Monday, November 28, 2011

The Illustrious Red Skelton, 33°: The Pledge of Allegiance

The Illustrious Red Skelton, 33°
(1913 - 1997)
Perhaps one of the most memorable moments in television history was on January 14, 1969, when legendary comic, Red Skelton, became suddenly serious at the end of one of his television show as he reminisced about an incident from his childhood.  Something was on Red's mind he wanted to share.  You have to remember that this was during the Vietnam War when anti-war protests had rendered the American flag as much as symbol of divisiveness as that of unity.  It was also a time when the Supreme Court ruling eliminating prayer from schools was still fresh in the minds of Americans.

Red said what he had to say in his own way.  He remembered back to his boyhood, when his teacher, Mr. Lasswell, felt his students had begun to recite the Pledge of Allegiance as if it were a daily drudgery.  He decided to take a moment, and recite it to them, telling them the meaning of each word.  Ever since the first broadcast, Red Skelton's words have remained a perennial favorite--especially around patriotic holidays.

It went like this:

I -- Me; an individual; a committee of one.

Pledge -- Dedicate all of my worldly good to give without self-pity.

Allegiance -- My love and my devotion.

To the Flag -- Our standard. “Old Glory”; a symbol of courage. And wherever she waves, there is respect, because your loyalty has given her a dignity that shouts “Freedom is everybody's job.”

of the United -- That means we have all come together.

States -- Individual communities that have united into 48 great states; 48 individual communities with pride and dignity and purpose; all divided by imaginary boundaries, yet united to a common cause, and that’s love of country, of America.

And to the Republic -- A Republic: a sovereign state in which power is invested into the representatives chosen by the people to govern; and the government is the people; and it's from the people to the leaders, not from the leaders to the people.

For which it stands, one nation -- Meaning "so blessed by God."

Indivisible -- Incapable of being divided.

With Liberty -- Which is freedom; the right of power for one to live his own life without fears, threats, or any sort of retaliation.

And Justice -- The principle and qualities of dealing fairly with others.

For All -- For All.

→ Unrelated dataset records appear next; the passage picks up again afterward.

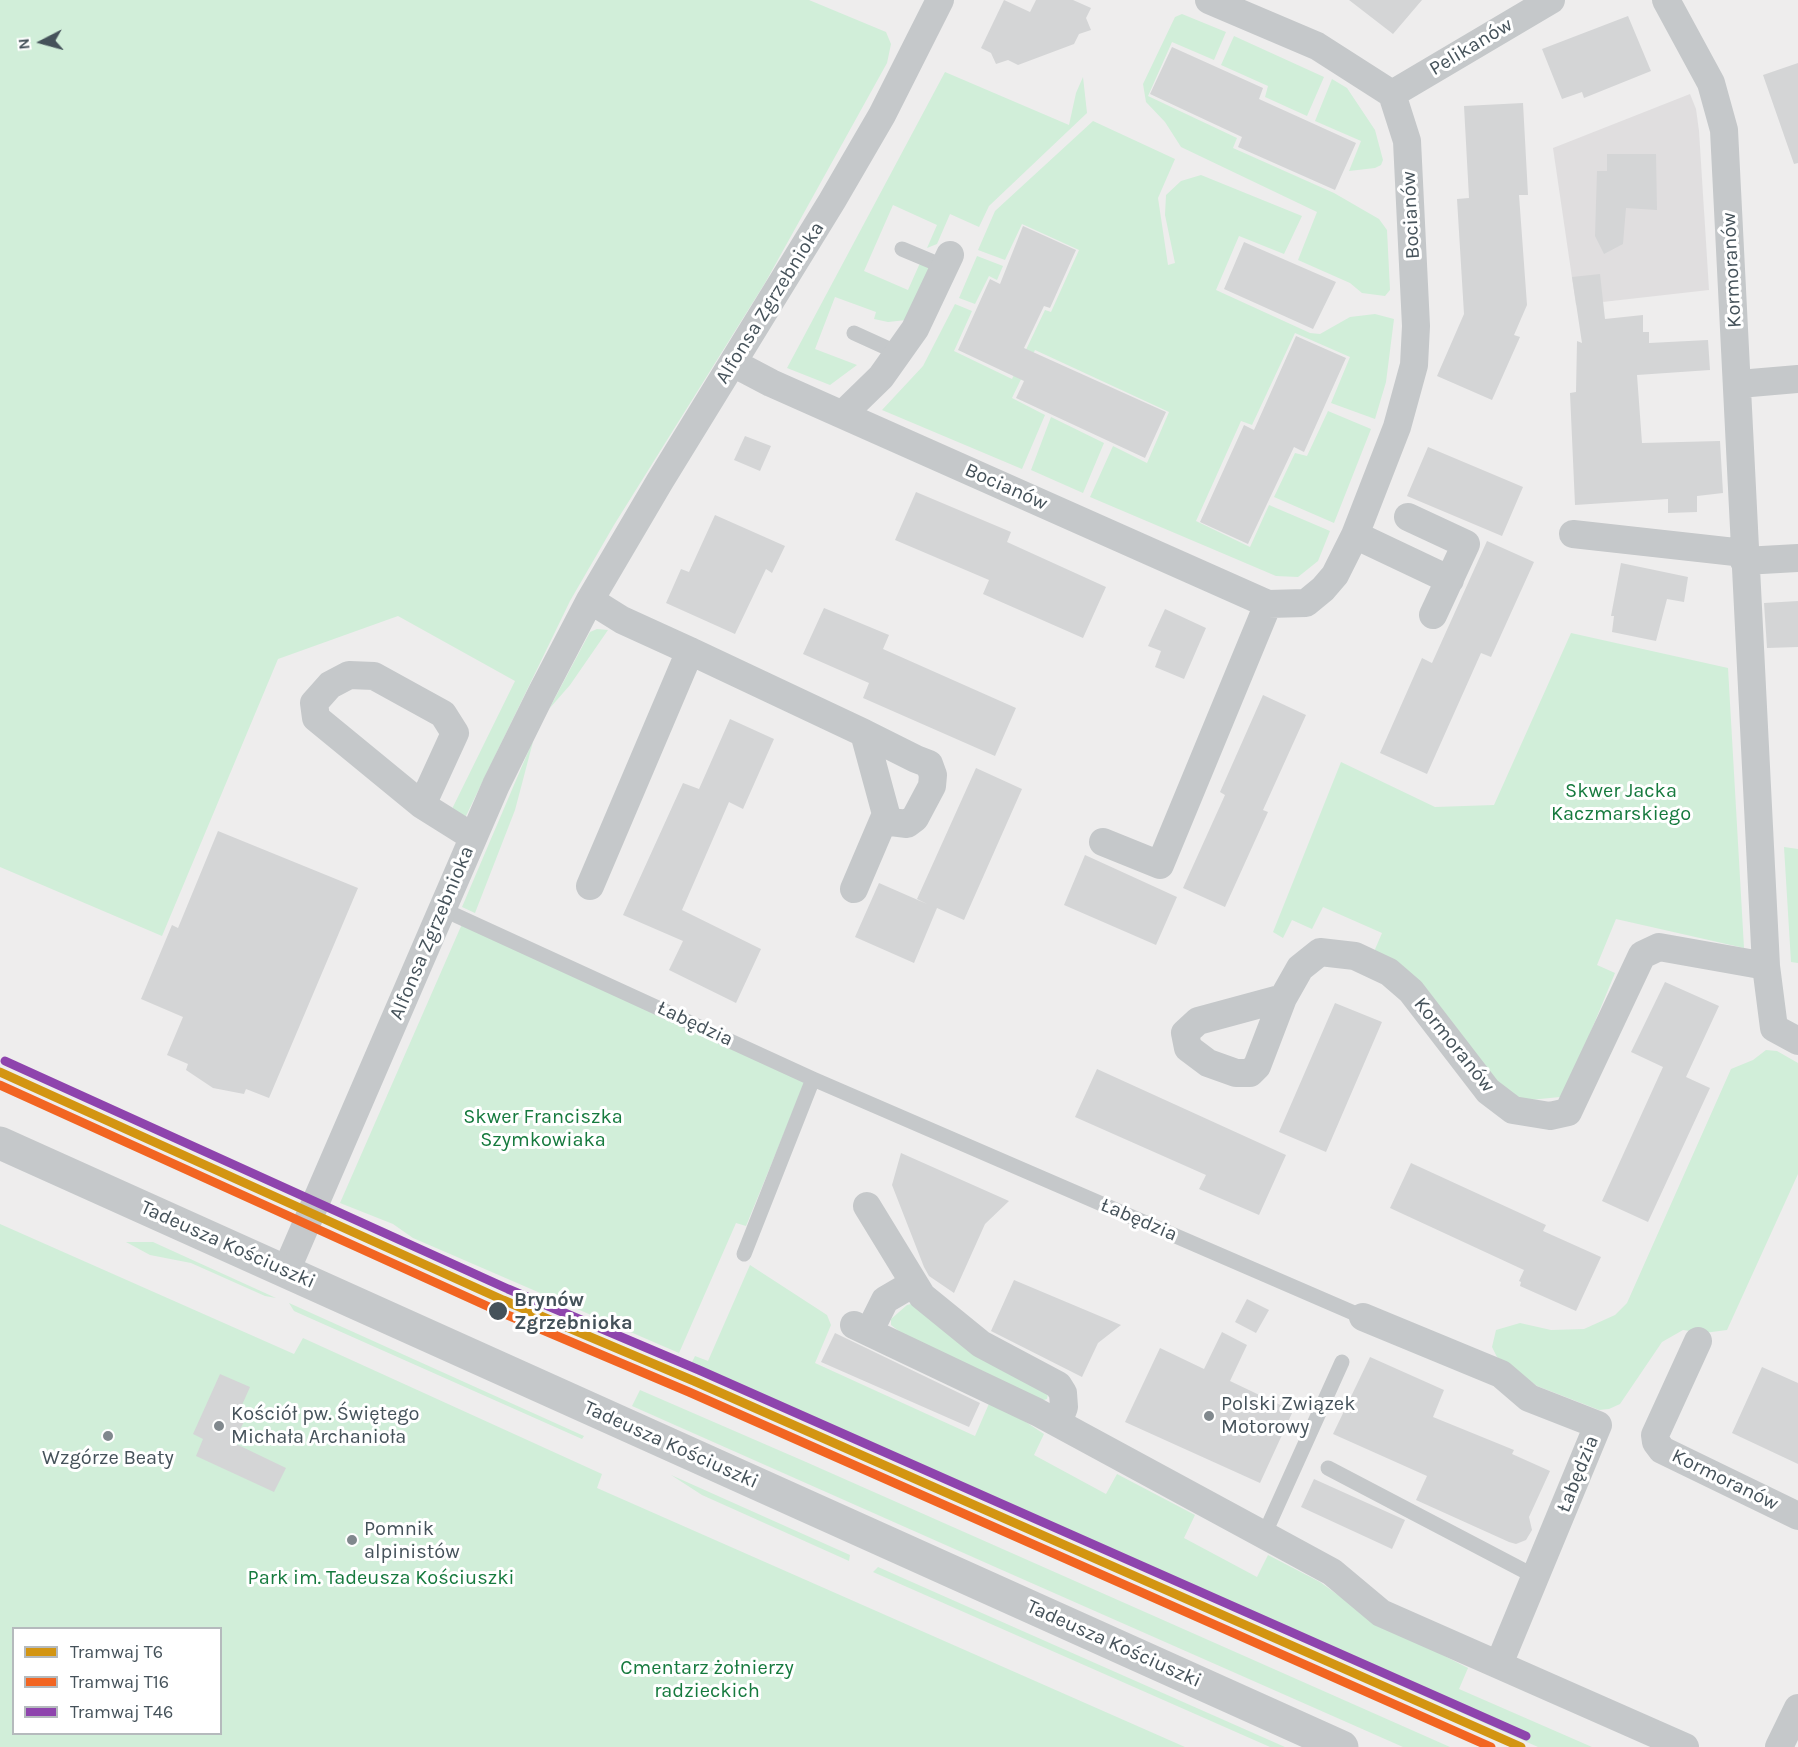 <!DOCTYPE html>
<meta charset="utf-8">
<style>
body{margin:0}
#map{position:relative;width:1798px;height:1747px;overflow:hidden;background:#eeeded;font-family:Karla,sans-serif}
canvas{display:block}
.legend{position:absolute;left:12px;top:1627px;width:210px;height:108px;box-sizing:border-box;background:#fff;border:2px solid #b5babd;margin:0;padding:8px 10px;list-style:none;font-size:18px;color:#45525a}
.legend li{display:flex;align-items:center;gap:12px;height:30px}
.legend b{width:30px;border:2px solid #b5babd}
.north{position:absolute;left:12px;top:12px;width:60px;height:60px;-webkit-text-stroke:4px #fff;paint-order:stroke;rotate:264deg;font-size:16px;font-weight:700;line-height:24px;text-align:center;color:#45525a}
.north::after{content:'';display:block;margin:auto;width:21px;height:27px;background:#45525a;clip-path:polygon(50% 0,100% 100%,50% 72%,0 100%)}
</style>
<div id="map">
<canvas width="1798" height="1747"></canvas>
<ul class="legend">
<li><b style="height:8px;background:#d39512"></b>Tramwaj T6</li>
<li><b style="height:8px;background:#f26522"></b>Tramwaj T16</li>
<li><b style="height:8px;background:#8e44ad"></b>Tramwaj T46</li>
</ul>
<div class="north">N</div>
</div>
<script>
const c = document.querySelector('canvas').getContext('2d');
c.lineJoin = 'round';
function fillPath(path, color) { c.fillStyle = color; c.fill(path, 'evenodd'); }
const toPath = rows => new Path2D(rows.map(r => 'M' + r).join(''));
function stroke(path, color, width, dash) { c.strokeStyle = color; c.lineWidth = width; c.lineCap = dash ? 'butt' : 'round'; c.setLineDash(dash || []); c.stroke(path); }
function write(font, color, halo, rows, align = 'center') {
  c.font = font + ' Karla,sans-serif'; c.lineWidth = 6; c.setLineDash([]); c.textBaseline = 'middle'; c.strokeStyle = halo; c.fillStyle = color; for (const [text, x, y, turn = 0] of rows) {
    c.save(); c.translate(x, y); c.rotate((+turn || 0) * Math.PI / 180); c.textAlign = isNaN(turn) ? turn : align; if (halo) c.strokeText(text, 0, 0); c.fillText(text, 0, 0); c.restore();
  }
}
fillPath(toPath([
 [1690,94,1696,109,1699,131,1709,290,1576,305,1553,148]
]), '#e0dedf');
fillPath(toPath([
 [0,0,809,0,886,32,891,44,887,63,765,283,614,525,570,601,465,818,451,811,515,681,398,616,278,659,162,936,0,867],
 [1182,14,1226,32,1214,60,1172,42,1148,96,1237,138,1233,148,1334,193,1379,219,1387,230,1390,290,1385,296,1362,293,1350,283,1298,260,1317,212,1181,147,1165,122,1146,102,1143,84,1175,17],
 [1234,36,1324,77,1307,116,1265,97,1268,86,1221,65],
 [945,72,1069,125,1076,93,1083,77,1087,113,989,206,979,227,950,214,937,244,927,248,937,225,893,205,864,271,908,290,920,263,935,269,906,320,888,322,874,319,876,312,835,297,815,349,857,365,830,385,787,368],
 [1332,79,1347,88,1375,130,1383,160,1381,165,1375,168,1349,171,1361,141,1315,121],
 [1093,121,1175,159,1158,198,1168,265,1175,263,1165,215,1166,195,1181,181,1201,175,1302,216,1284,254,1239,236,1216,290,1310,333,1320,334,1350,317,1375,314,1394,319,1386,382,1375,419,1331,403,1350,357,1295,333,1252,425,1241,421,1196,521,1250,547,1269,505,1330,531,1318,561,1298,577,1276,576,1090,497,1113,446,1147,463,1169,412,1035,350,1012,398,1045,415,1022,469,882,410,923,366,955,304,972,311,954,351,1012,379,1045,310,1051,312,1079,250,1022,224,1005,260,978,250,995,211],
 [977,256,1003,266,997,280,989,276,975,304,959,298],
 [1328,411,1371,429,1334,523,1274,497,1295,453,1307,456],
 [1051,417,1104,443,1083,493,1031,470],
 [597,629,608,630,570,685,549,709,590,632],
 [1571,633,1728,668,1744,948,1616,919,1597,965,1615,973,1570,1082,1560,1097,1520,1101,1505,1093,1373,954,1382,933,1323,907,1312,929,1292,920,1283,938,1273,932,1341,762,1435,807,1494,805],
 [534,738,515,810,475,913,462,907],
 [1784,847,1798,849,1798,963,1791,962],
 [462,924,805,1082,746,1226,736,1223,679,1353,413,1238,393,1224,340,1203],
 [1766,1050,1777,1051,1798,1063,1798,1174,1727,1330,1704,1333,1683,1330,1662,1342,1620,1404,1609,1409,1599,1410,1537,1386,1497,1357,1492,1347,1496,1330,1520,1323,1551,1330,1584,1329,1615,1315,1627,1303,1731,1069,1753,1060],
 [0,1224,294,1354,303,1338,602,1474,597,1488,1185,1747,0,1747],
 [14,1628,220,1628,220,1734,14,1734],
 [126,1242,153,1242,276,1298,265,1296,191,1263,150,1255],
 [750,1265,827,1315,831,1325,815,1363,975,1436,991,1399,1044,1434,1034,1455,1106,1494,1117,1474,1195,1515,1184,1538,1257,1577,1268,1555,1320,1582,1370,1618,1468,1668,1459,1689,1592,1747,1538,1747,689,1368,695,1356,708,1361],
 [289,1303,584,1436,582,1439,294,1311],
 [915,1303,1048,1394,1047,1399,1042,1401,900,1332,891,1325,891,1319,907,1305],
 [640,1390,806,1462,1450,1747,1403,1747,1002,1570,632,1406],
 [671,1475,850,1555,849,1561,702,1495],
 [878,1567,1061,1648,1285,1747,1270,1747,873,1572]
]), '#d1eed9');
fillPath(toPath([
 [1004,0,1030,12,1036,0,1073,0,1091,8,1086,18,1091,30,1079,34,1074,44,1018,65,1008,60,996,64,991,53,981,48],
 [1349,0,1422,0,1393,34],
 [1628,16,1651,71,1584,98,1582,92,1562,99,1542,49],
 [1172,47,1263,88,1259,99,1356,143,1335,190,1238,147,1242,137,1150,94],
 [1798,63,1798,163,1794,164,1763,75],
 [1523,103,1528,195,1519,195,1527,305,1514,335,1520,337,1492,400,1437,376,1464,314,1457,199,1469,198,1464,106],
 [1607,154,1656,154,1657,210,1626,208,1623,244,1604,254,1595,236,1597,171,1607,171],
 [1023,226,1076,250,1050,308,1044,306,1024,348,1166,412,1145,458,1016,398,1024,381,958,350,990,279,1000,284],
 [1244,242,1336,282,1313,329,1224,289],
 [1600,274,1605,319,1643,315,1643,332,1649,332,1649,343,1708,340,1710,370,1637,375,1642,443,1720,441,1723,493,1697,496,1697,512,1668,513,1668,499,1575,505,1570,393,1576,392,1577,341,1582,343,1572,277],
 [1296,336,1346,358,1304,452,1294,447,1248,544,1200,522,1244,425,1254,430],
 [745,436,771,446,760,471,734,460],
 [1428,447,1523,487,1502,536,1407,496],
 [916,492,1011,532,1007,542,1106,587,1083,638,983,594,989,580,895,540],
 [715,515,785,546,772,573,766,569,735,634,666,603,681,569,689,572],
 [1487,541,1534,562,1491,657,1481,653,1427,774,1380,753,1422,658,1432,663],
 [1621,563,1688,577,1684,602,1667,599,1656,641,1612,632,1614,616,1611,616],
 [1798,601,1798,647,1767,648,1764,603],
 [824,608,889,635,883,649,1016,708,995,756,863,698,869,683,803,654],
 [1165,609,1206,628,1184,679,1155,667,1161,651,1148,646],
 [1263,695,1306,715,1263,810,1268,812,1225,907,1183,888,1225,795,1220,792],
 [730,719,774,739,743,809,729,802,682,910,761,949,736,1003,669,970,683,941,623,915,683,783,699,789],
 [976,768,1022,789,964,920,937,908,914,963,855,937,879,883,927,904,917,899],
 [218,831,358,888,269,1098,246,1089,244,1094,213,1088,186,1070,188,1064,167,1055,183,1017,141,999,172,925,178,928],
 [1085,855,1177,897,1156,945,1064,905],
 [1665,982,1719,1006,1686,1077,1710,1088,1648,1222,1602,1201,1663,1067,1631,1052],
 [1335,1003,1382,1022,1326,1152,1279,1132],
 [1097,1069,1286,1155,1259,1215,1199,1189,1206,1175,1075,1117],
 [901,1153,1009,1201,985,1224,954,1293,929,1276,924,1267,892,1185],
 [1411,1163,1546,1225,1543,1231,1601,1257,1576,1311,1520,1286,1521,1282,1519,1281,1524,1270,1390,1208],
 [1014,1280,1121,1325,1098,1343,1082,1377,991,1331],
 [1247,1299,1269,1310,1256,1333,1235,1322],
 [1222,1332,1247,1345,1230,1381,1293,1411,1260,1483,1125,1422,1160,1348,1204,1369],
 [835,1333,980,1403,969,1427,821,1362],
 [1370,1357,1444,1390,1433,1417,1514,1450,1512,1454,1550,1471,1529,1517,1532,1530,1526,1540,1516,1544,1509,1542,1416,1500,1427,1476,1333,1434],
 [1762,1367,1798,1383,1798,1464,1732,1433],
 [220,1374,250,1387,238,1414,246,1417,234,1443,286,1468,274,1492,196,1456,203,1439,193,1434],
 [1314,1479,1405,1520,1392,1549,1301,1507]
]), '#d4d5d6');
stroke(toPath([
 [902,249,945,267],
 [854,333,898,353],
 [442,909,813,1079,1363,1317],
 [744,1254,813,1079],
 [1328,1468,1536,1577],
 [1264,1535,1342,1362]
]), '#c5c8ca', 15);
stroke(toPath([
 [1666,0,1711,83,1724,130,1766,966,1774,1028,1798,1041],
 [1392,94,1551,0],
 [733,363,771,383,1268,604,1306,603,1323,589,1335,575,1355,535,1397,427,1414,365,1416,326,1407,141,1392,94,1317,46,1209,0],
 [1739,384,1798,379],
 [843,414,881,377,915,329,950,255],
 [1408,517,1466,544,1433,615],
 [1573,534,1744,553],
 [1355,535,1450,580],
 [1744,561,1798,558],
 [590,600,622,620,690,651,864,733,916,759,929,764,933,775,932,786,915,818,907,824,891,822,886,814,864,733],
 [422,805,455,733,443,714,374,676,349,675,330,685,314,703,316,718,422,805,473,837],
 [1103,842,1160,865,1268,604],
 [590,886,690,651],
 [854,889,886,814],
 [1283,998,1198,1021,1185,1033,1188,1048,1208,1063,1236,1073,1250,1073,1257,1066,1283,998,1300,968,1320,952,1355,956,1389,972,1411,991,1488,1091,1513,1110,1550,1116,1568,1112,1642,955,1659,947,1766,966],
 [867,1206,922,1296,981,1344,1058,1385,1063,1393,1064,1407,1058,1423],
 [286,1271,496,785,542,692,590,600,660,481,832,201,882,115,940,0],
 [1363,1317,1501,1374,1529,1398,1598,1425,1499,1664],
 [854,1325,1037,1412,1264,1535,1332,1572,1381,1613,1685,1747],
 [869,1332,885,1300,914,1283],
 [1698,1341,1655,1435,1656,1442,1662,1450,1798,1516],
 [1779,1747,1798,1708]
]), '#c5c8ca', 28);
stroke(toPath([
 [0,1143,1342,1747]
]), '#c5c8ca', 33);
stroke(toPath([
 [0,1072,503,1300,694,1381,1521,1747]
]), '#d39512', 9);
stroke(toPath([
 [0,1085,498,1311,689,1392,1491,1747]
]), '#f26522', 9);
stroke(toPath([
 [5,1061,508,1289,699,1370,1526,1736]
]), '#8e44ad', 9);
for (const [x, y, r, color] of [
 [498,1311,10,"#45525a"],
 [1209,1416,6,"#80888d"],
 [219,1426,6,"#80888d"],
 [108,1436,6,"#80888d"],
 [352,1540,6,"#80888d"]
]) { const dot = new Path2D(); dot.arc(x, y, r, 0, 2 * Math.PI); c.fillStyle = color; c.fill(dot); stroke(dot, '#fff', 2); }
write('20px', '#45525a', '#fff', [
 ["Pelikanów",1471,47,-31],
 ["Bocianów",1411,215,-93],
 ["Kormoranów",1732,270,-93],
 ["Alfonsa Zgrzebnioka",770,303,-58],
 ["Bocianów",1006,487,24],
 ["Alfonsa Zgrzebnioka",432,933,-67],
 ["Łabędzia",695,1024,25],
 ["Kormoranów",1454,1045,51],
 ["Łabędzia",1139,1220,23],
 ["Tadeusza Kościuszki",228,1245,24],
 ["Tadeusza Kościuszki",671,1445,24],
 ["Łabędzia",1578,1474,-68],
 ["Kormoranów",1725,1480,26],
 ["Tadeusza Kościuszki",1114,1644,24]
]);
write('20px', '#167a3e', '#fff', [
 ["Skwer Jacka",1621,791],
 ["Kaczmarskiego",1621,814],
 ["Skwer Franciszka",543,1117],
 ["Szymkowiaka",543,1140],
 ["Park im. Tadeusza Kościuszki",381,1578],
 ["Cmentarz żołnierzy",707,1668],
 ["radzieckich",707,1691]
]);
write('bold 20px', '#45525a', '#fff', [
 ["Brynów",514,1300],
 ["Zgrzebnioka",514,1323]
], 'left');
write('20px', '#45525a', '#fff', [
 ["Polski Związek",1221,1404],
 ["Motorowy",1221,1427],
 ["Kościół pw. Świętego",231,1414],
 ["Michała Archanioła",231,1437],
 ["Wzgórze Beaty",108,1458,"center"],
 ["Pomnik",364,1529],
 ["alpinistów",364,1552]
], 'left');
</script>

That means, boys and girls, it's as much your country as it is mine.

Now let me hear you recite the Pledge of Allegiance:
"I pledge allegiance to the Flag of the United States of America, and to the Republic, for which it stands; one nation, indivisible, with liberty and justice for all."
Since I was a small boy, two states have been added to our country, and two words have been added to the Pledge of Allegiance: Under God. Wouldn't it be a pity if someone said, "That is a prayer" -- and that be eliminated from our schools, too?

Red Skelton couldn't have been more right about that . . . that's exactly what's been happening with The Pledge of Allegiance in the years since.  It's been under attack.  In the end, it will be up to Americans to decide the fate of the Pledge of Allegiance in school.  But there is one place where its future isn't in doubt--within the walls of Masonic Lodges across the United States, where it is recited before the opening of every meeting.